■ WORK TO BE COMPLETED: Return every line in the entries below where the word "Keep" shows up.

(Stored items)
[Start of section]
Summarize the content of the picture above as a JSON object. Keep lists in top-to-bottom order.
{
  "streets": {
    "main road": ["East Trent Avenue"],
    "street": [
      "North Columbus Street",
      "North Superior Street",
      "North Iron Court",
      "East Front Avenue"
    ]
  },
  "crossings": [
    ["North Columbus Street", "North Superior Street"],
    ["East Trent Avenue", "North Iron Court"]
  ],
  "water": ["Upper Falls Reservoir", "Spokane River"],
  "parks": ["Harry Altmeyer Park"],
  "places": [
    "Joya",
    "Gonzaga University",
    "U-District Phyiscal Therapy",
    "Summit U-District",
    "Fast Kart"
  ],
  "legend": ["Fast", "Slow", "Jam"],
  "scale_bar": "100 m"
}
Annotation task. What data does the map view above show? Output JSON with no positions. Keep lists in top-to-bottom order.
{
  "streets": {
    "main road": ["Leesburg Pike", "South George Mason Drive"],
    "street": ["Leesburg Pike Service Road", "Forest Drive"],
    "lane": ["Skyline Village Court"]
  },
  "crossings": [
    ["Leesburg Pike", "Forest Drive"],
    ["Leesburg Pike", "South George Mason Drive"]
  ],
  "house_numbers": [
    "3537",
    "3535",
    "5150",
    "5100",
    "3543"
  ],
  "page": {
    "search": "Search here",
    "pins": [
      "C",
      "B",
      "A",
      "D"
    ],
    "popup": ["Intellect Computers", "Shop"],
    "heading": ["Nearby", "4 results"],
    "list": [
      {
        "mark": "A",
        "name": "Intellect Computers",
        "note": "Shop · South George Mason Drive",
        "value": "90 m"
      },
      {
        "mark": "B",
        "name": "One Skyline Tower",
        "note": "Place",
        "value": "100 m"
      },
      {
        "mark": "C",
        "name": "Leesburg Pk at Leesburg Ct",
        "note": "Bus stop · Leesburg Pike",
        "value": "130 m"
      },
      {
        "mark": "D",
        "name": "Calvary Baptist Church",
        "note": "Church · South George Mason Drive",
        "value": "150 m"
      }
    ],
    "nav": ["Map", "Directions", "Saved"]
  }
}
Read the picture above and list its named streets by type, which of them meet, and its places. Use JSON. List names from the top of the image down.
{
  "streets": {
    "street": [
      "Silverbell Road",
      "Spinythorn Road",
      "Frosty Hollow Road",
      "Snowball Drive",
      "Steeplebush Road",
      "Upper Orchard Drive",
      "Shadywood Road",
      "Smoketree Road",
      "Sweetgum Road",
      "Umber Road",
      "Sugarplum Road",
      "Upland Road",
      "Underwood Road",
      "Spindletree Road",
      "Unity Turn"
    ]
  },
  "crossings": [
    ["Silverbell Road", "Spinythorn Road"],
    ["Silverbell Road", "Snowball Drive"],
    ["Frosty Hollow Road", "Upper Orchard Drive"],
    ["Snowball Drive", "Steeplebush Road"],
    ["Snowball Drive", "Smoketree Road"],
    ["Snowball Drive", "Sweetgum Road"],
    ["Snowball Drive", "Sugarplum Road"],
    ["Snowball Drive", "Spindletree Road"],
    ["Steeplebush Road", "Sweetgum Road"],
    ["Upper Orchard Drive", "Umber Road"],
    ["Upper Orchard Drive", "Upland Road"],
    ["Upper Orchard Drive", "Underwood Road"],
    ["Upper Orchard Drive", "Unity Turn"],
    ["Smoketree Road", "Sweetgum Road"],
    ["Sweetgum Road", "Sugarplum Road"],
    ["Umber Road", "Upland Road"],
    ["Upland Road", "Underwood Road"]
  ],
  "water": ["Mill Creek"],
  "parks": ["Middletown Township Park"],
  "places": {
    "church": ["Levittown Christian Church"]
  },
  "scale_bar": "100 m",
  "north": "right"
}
[End of section]
■ RESPONSE TO THIS TASK:
Summarize the content of the picture above as a JSON object. Keep lists in top-to-bottom order.
Annotation task. What data does the map view above show? Output JSON with no positions. Keep lists in top-to-bottom order.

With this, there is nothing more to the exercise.